> HOW TO COMPLETE THIS TASK
Report each line from the data below that holds the word "position".

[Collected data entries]
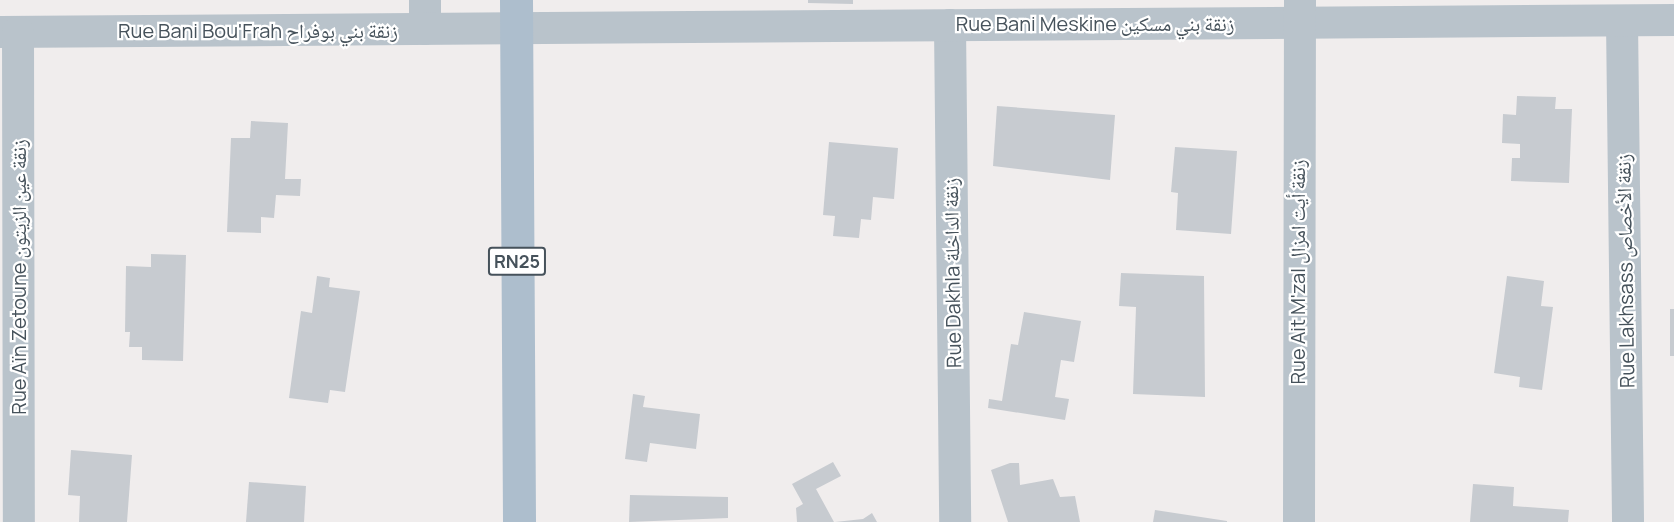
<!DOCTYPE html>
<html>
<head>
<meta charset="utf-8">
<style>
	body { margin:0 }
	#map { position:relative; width:1674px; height:522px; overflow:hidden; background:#f0eded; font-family:Manrope,"Noto Naskh Arabic",sans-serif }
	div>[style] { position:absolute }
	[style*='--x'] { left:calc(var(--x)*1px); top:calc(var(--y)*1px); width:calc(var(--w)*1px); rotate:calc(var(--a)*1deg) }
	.building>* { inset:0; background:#c7cbd0 }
	.minor>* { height:32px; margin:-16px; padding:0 16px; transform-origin:16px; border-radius:16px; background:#b9c3cb }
	.major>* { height:33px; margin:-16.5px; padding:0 16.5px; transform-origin:16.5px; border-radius:16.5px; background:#adbecd }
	span { translate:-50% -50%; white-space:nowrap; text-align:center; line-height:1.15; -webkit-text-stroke:4.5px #fff; paint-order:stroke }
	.shield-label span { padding:2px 4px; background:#fff; border:2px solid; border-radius:4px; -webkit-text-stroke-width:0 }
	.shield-label { font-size:18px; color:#46525b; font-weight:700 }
	.street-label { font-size:20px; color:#46525b }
</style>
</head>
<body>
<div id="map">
	<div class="building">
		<i style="clip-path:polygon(808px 0,853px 0,853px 4px,808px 3px)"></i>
		<i style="clip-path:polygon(1517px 96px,1556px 97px,1555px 109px,1572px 109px,1569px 183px,1511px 181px,1512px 158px,1520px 158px,1520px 144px,1502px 143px,1503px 114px,1516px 115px)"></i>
		<i style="clip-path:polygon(997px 106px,1115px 115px,1110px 180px,993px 166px)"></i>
		<i style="clip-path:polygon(251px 121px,288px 123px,285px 179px,301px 179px,300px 196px,276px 195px,274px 218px,261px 217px,261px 233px,227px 232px,231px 138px,250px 138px)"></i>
		<i style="clip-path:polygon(829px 142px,898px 148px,894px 199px,873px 197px,871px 220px,861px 219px,859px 238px,833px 236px,835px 216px,823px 215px)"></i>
		<i style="clip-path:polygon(1175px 147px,1237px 151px,1231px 234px,1176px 230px,1178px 193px,1171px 192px)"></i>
		<i style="clip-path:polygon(151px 254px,186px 255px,183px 361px,142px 360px,142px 347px,129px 347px,130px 332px,125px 332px,126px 266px,151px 267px)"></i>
		<i style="clip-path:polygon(1121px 273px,1204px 276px,1205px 397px,1133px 394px,1136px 307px,1119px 306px)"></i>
		<i style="clip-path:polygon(317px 276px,330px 278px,329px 287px,360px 291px,345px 392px,330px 390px,328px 403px,289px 398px,301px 311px,312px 313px)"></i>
		<i style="clip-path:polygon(1507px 276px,1544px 281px,1541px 306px,1553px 307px,1542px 390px,1519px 387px,1520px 377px,1494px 373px)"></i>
		<i style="clip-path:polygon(1670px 309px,1674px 309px,1674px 356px,1670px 356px)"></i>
		<i style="clip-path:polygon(1024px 312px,1081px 321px,1074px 362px,1061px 360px,1055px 397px,1069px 399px,1065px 420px,988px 408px,989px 399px,1002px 401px,1011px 344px,1018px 345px)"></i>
		<i style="clip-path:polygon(633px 394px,645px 396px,643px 407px,700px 414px,696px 449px,650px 443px,647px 462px,625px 459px)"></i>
		<i style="clip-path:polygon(71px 450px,132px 455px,127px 522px,79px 522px,80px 496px,68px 495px)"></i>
		<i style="clip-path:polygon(833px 462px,841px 476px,816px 489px,834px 522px,797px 522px,796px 508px,803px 504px,792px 484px)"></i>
		<i style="clip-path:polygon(1010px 463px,1019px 463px,1020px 485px,1053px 479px,1060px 497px,1075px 496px,1080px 522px,1008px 522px,991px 470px)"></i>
		<i style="clip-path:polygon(249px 482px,306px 486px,304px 522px,246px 522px)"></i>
		<i style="clip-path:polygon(1473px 484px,1514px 487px,1513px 506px,1569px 510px,1568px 522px,1470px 522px)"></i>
		<i style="clip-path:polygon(630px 495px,728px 497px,728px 518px,629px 522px)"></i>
		<i style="clip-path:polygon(1155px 510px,1227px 521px,1227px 522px,1153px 522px)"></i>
		<i style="clip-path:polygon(872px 513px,877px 522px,835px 522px,863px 519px)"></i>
	</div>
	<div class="minor">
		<i style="--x:1622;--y:21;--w:501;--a:89.31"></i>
		<i style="--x:950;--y:25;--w:497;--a:89.4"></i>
		<i style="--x:425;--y:29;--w:29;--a:-90"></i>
		<i style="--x:0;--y:32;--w:1674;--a:-0.41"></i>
		<i style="--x:18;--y:32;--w:490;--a:89.9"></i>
		<i style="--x:1299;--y:522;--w:521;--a:-89.89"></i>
	</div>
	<div class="major">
		<i style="--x:516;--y:0;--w:522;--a:89.67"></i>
	</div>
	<div class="shield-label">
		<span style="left:517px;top:261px">RN25</span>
	</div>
	<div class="street-label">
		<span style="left:1095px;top:23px">Rue Bani Meskine زنقة بني مسكين</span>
		<span style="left:258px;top:30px">Rue Bani Bou'Frah زنقة بني بوفراح</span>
		<span style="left:1625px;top:271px;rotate:-91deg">Rue Lakhsass زنقة الأخصاص</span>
		<span style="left:1297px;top:272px;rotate:-90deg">Rue Ait M'zal زنقة أيت امزال</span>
		<span style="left:952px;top:273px;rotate:-91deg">Rue Dakhla زنقة الداخلة</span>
		<span style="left:18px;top:277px;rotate:-90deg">Rue Aïn Zetoune زنقة عين الزيتون</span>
	</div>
</div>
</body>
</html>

> ANSWER TO THIS PROBLEM
	#map { position:relative; width:1674px; height:522px; overflow:hidden; background:#f0eded; font-family:Manrope,"Noto Naskh Arabic",sans-serif }
	div>[style] { position:absolute }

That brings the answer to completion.